── RECORD SET ──

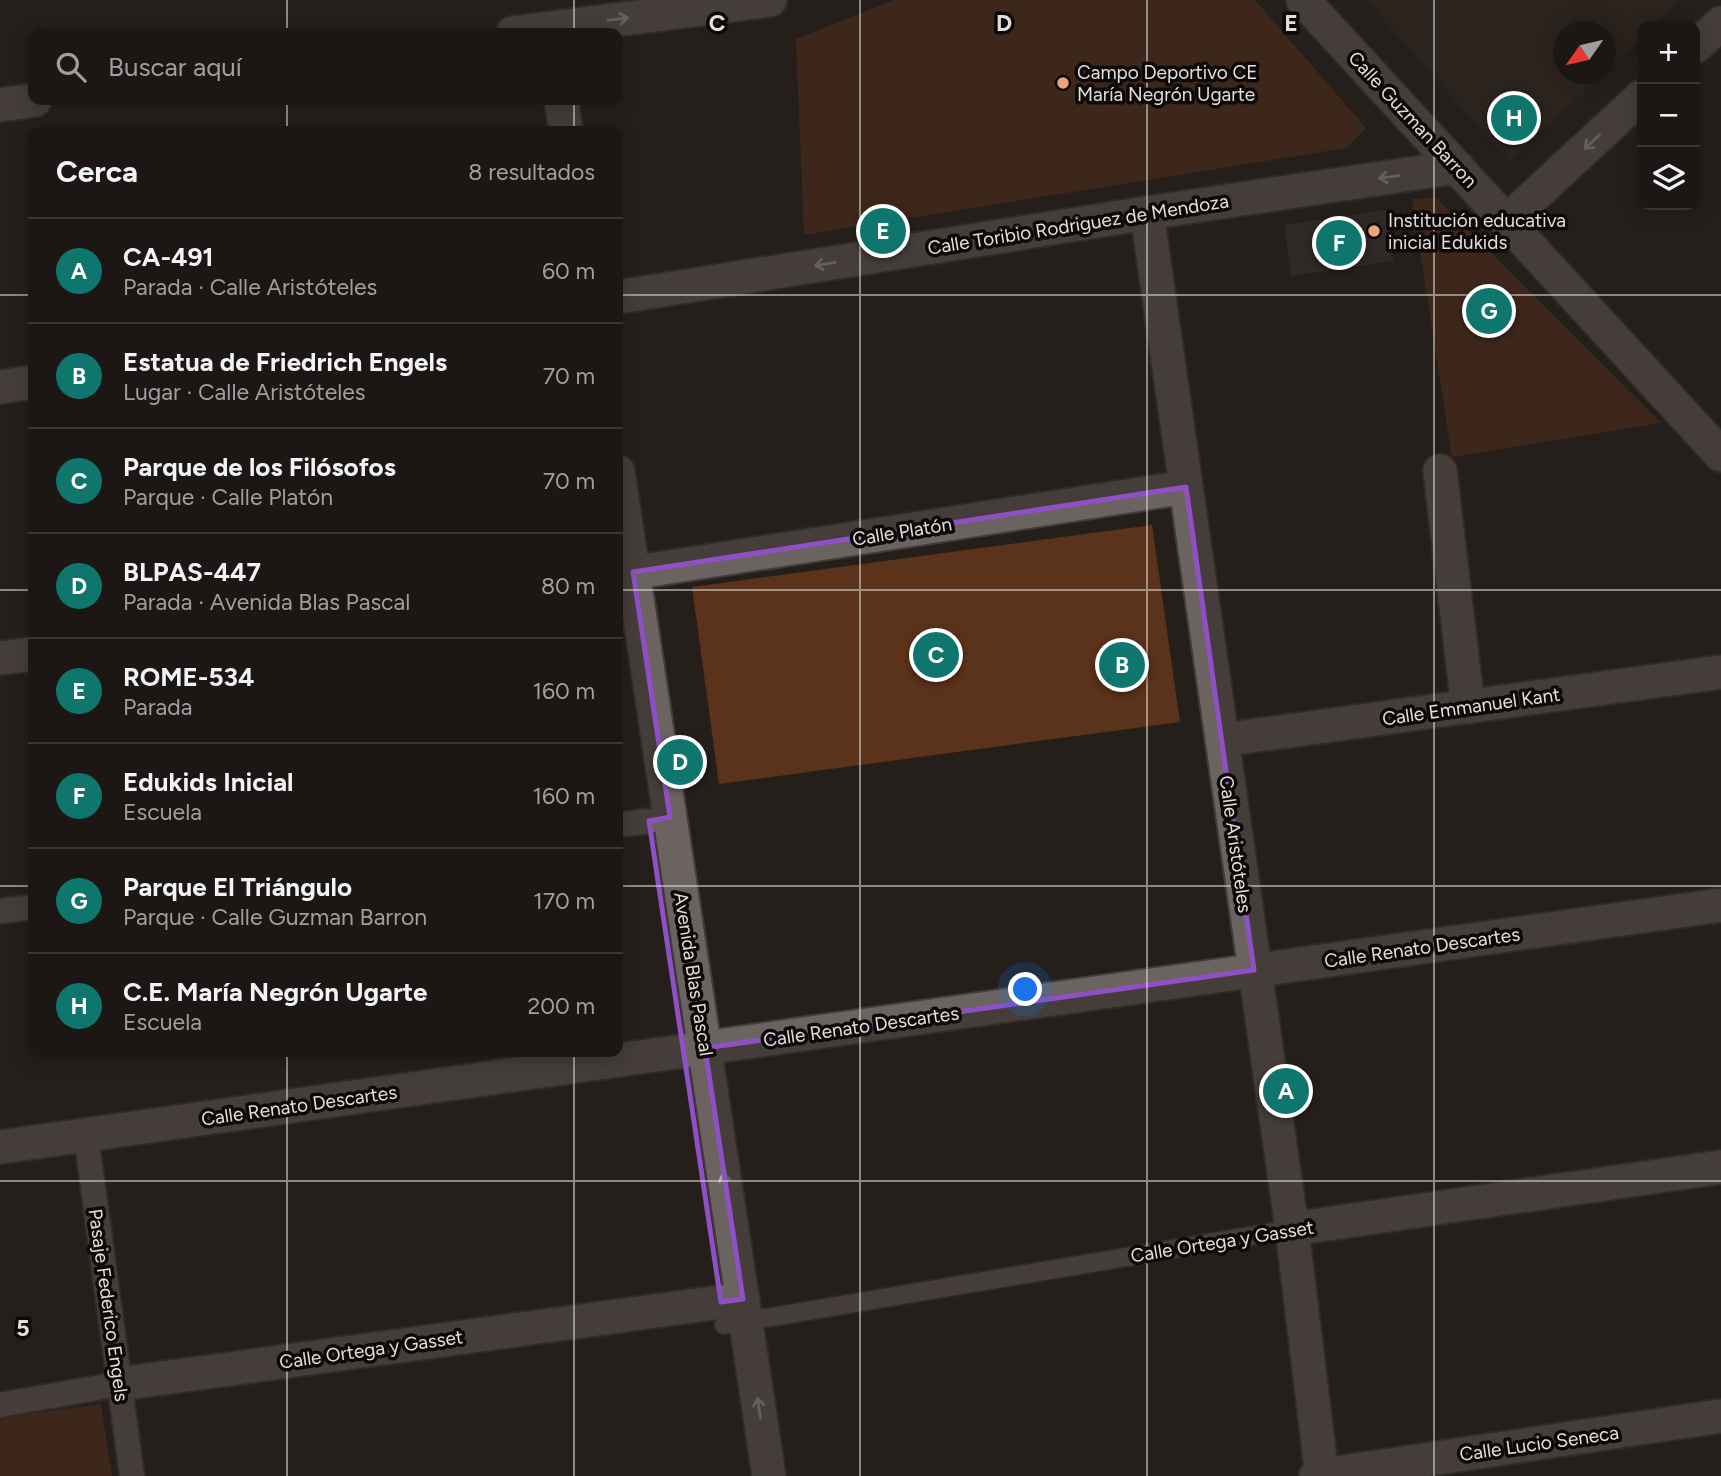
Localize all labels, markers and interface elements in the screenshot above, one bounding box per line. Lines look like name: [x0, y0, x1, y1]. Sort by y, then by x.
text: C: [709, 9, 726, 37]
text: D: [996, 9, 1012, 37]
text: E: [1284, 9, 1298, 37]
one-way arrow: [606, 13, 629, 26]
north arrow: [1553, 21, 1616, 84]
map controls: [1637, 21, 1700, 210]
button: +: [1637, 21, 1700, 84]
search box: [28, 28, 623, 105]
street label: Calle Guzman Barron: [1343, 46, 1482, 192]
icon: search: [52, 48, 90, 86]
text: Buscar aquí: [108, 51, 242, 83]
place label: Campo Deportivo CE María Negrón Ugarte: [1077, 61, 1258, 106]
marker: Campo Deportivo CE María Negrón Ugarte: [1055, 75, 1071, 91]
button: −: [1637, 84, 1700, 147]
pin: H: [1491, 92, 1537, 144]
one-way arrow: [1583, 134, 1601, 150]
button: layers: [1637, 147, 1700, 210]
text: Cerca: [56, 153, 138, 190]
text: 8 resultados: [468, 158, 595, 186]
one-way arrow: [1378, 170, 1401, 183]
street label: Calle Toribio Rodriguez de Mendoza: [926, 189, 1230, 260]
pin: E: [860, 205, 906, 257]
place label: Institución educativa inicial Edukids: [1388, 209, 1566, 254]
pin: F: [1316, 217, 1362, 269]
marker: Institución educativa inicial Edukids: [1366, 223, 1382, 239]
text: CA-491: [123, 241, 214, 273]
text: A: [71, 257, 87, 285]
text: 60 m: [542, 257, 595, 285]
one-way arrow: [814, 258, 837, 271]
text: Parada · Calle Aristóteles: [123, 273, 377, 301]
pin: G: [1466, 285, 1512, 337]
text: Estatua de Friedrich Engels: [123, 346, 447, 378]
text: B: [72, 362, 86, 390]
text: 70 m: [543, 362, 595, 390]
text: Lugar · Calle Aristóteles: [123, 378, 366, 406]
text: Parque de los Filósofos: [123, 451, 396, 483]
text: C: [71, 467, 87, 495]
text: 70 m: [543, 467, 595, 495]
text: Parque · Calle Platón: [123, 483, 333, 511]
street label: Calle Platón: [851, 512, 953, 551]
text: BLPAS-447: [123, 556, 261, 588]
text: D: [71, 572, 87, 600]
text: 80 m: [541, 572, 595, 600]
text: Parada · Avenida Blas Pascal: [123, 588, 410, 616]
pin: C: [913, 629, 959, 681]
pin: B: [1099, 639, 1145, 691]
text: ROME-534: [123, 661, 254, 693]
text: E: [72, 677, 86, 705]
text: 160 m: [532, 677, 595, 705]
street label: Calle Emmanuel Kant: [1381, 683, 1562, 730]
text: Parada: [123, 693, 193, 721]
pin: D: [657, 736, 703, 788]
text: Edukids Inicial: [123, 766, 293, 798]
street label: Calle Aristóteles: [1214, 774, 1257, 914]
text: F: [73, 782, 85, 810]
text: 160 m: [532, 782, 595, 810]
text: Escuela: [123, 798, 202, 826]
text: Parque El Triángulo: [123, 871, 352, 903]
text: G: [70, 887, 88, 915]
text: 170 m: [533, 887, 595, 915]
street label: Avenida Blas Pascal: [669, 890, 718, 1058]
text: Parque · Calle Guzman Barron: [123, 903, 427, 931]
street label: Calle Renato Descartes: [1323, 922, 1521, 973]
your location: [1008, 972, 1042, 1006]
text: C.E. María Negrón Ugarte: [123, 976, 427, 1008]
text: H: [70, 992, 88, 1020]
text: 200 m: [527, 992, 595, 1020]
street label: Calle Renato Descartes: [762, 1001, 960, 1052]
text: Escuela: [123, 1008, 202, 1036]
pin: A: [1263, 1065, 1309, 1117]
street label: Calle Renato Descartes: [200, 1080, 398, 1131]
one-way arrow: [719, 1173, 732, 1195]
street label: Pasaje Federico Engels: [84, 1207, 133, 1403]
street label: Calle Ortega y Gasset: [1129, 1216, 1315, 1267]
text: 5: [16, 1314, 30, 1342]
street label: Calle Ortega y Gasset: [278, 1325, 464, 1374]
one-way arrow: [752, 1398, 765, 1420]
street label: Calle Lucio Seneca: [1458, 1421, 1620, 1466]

───

WHAT IS BEING ASKED:
A word-for-word copy of the entries above is needed, with every picture dropped.

TASK ANSWER:
Localize all labels, markers and interface elements in the screenshot above, one bounding box per line. Lines look like name: [x0, y0, x1, y1]. Sort by y, then by x.
text: C: [709, 9, 726, 37]
text: D: [996, 9, 1012, 37]
text: E: [1284, 9, 1298, 37]
one-way arrow: [606, 13, 629, 26]
north arrow: [1553, 21, 1616, 84]
map controls: [1637, 21, 1700, 210]
button: +: [1637, 21, 1700, 84]
search box: [28, 28, 623, 105]
street label: Calle Guzman Barron: [1343, 46, 1482, 192]
icon: search: [52, 48, 90, 86]
text: Buscar aquí: [108, 51, 242, 83]
place label: Campo Deportivo CE María Negrón Ugarte: [1077, 61, 1258, 106]
marker: Campo Deportivo CE María Negrón Ugarte: [1055, 75, 1071, 91]
button: −: [1637, 84, 1700, 147]
pin: H: [1491, 92, 1537, 144]
one-way arrow: [1583, 134, 1601, 150]
button: layers: [1637, 147, 1700, 210]
text: Cerca: [56, 153, 138, 190]
text: 8 resultados: [468, 158, 595, 186]
one-way arrow: [1378, 170, 1401, 183]
street label: Calle Toribio Rodriguez de Mendoza: [926, 189, 1230, 260]
pin: E: [860, 205, 906, 257]
place label: Institución educativa inicial Edukids: [1388, 209, 1566, 254]
pin: F: [1316, 217, 1362, 269]
marker: Institución educativa inicial Edukids: [1366, 223, 1382, 239]
text: CA-491: [123, 241, 214, 273]
text: A: [71, 257, 87, 285]
text: 60 m: [542, 257, 595, 285]
one-way arrow: [814, 258, 837, 271]
text: Parada · Calle Aristóteles: [123, 273, 377, 301]
pin: G: [1466, 285, 1512, 337]
text: Estatua de Friedrich Engels: [123, 346, 447, 378]
text: B: [72, 362, 86, 390]
text: 70 m: [543, 362, 595, 390]
text: Lugar · Calle Aristóteles: [123, 378, 366, 406]
text: Parque de los Filósofos: [123, 451, 396, 483]
text: C: [71, 467, 87, 495]
text: 70 m: [543, 467, 595, 495]
text: Parque · Calle Platón: [123, 483, 333, 511]
street label: Calle Platón: [851, 512, 953, 551]
text: BLPAS-447: [123, 556, 261, 588]
text: D: [71, 572, 87, 600]
text: 80 m: [541, 572, 595, 600]
text: Parada · Avenida Blas Pascal: [123, 588, 410, 616]
pin: C: [913, 629, 959, 681]
pin: B: [1099, 639, 1145, 691]
text: ROME-534: [123, 661, 254, 693]
text: E: [72, 677, 86, 705]
text: 160 m: [532, 677, 595, 705]
street label: Calle Emmanuel Kant: [1381, 683, 1562, 730]
text: Parada: [123, 693, 193, 721]
pin: D: [657, 736, 703, 788]
text: Edukids Inicial: [123, 766, 293, 798]
street label: Calle Aristóteles: [1214, 774, 1257, 914]
text: F: [73, 782, 85, 810]
text: 160 m: [532, 782, 595, 810]
text: Escuela: [123, 798, 202, 826]
text: Parque El Triángulo: [123, 871, 352, 903]
text: G: [70, 887, 88, 915]
text: 170 m: [533, 887, 595, 915]
street label: Avenida Blas Pascal: [669, 890, 718, 1058]
text: Parque · Calle Guzman Barron: [123, 903, 427, 931]
street label: Calle Renato Descartes: [1323, 922, 1521, 973]
your location: [1008, 972, 1042, 1006]
text: C.E. María Negrón Ugarte: [123, 976, 427, 1008]
text: H: [70, 992, 88, 1020]
text: 200 m: [527, 992, 595, 1020]
street label: Calle Renato Descartes: [762, 1001, 960, 1052]
text: Escuela: [123, 1008, 202, 1036]
pin: A: [1263, 1065, 1309, 1117]
street label: Calle Renato Descartes: [200, 1080, 398, 1131]
one-way arrow: [719, 1173, 732, 1195]
street label: Pasaje Federico Engels: [84, 1207, 133, 1403]
street label: Calle Ortega y Gasset: [1129, 1216, 1315, 1267]
text: 5: [16, 1314, 30, 1342]
street label: Calle Ortega y Gasset: [278, 1325, 464, 1374]
one-way arrow: [752, 1398, 765, 1420]
street label: Calle Lucio Seneca: [1458, 1421, 1620, 1466]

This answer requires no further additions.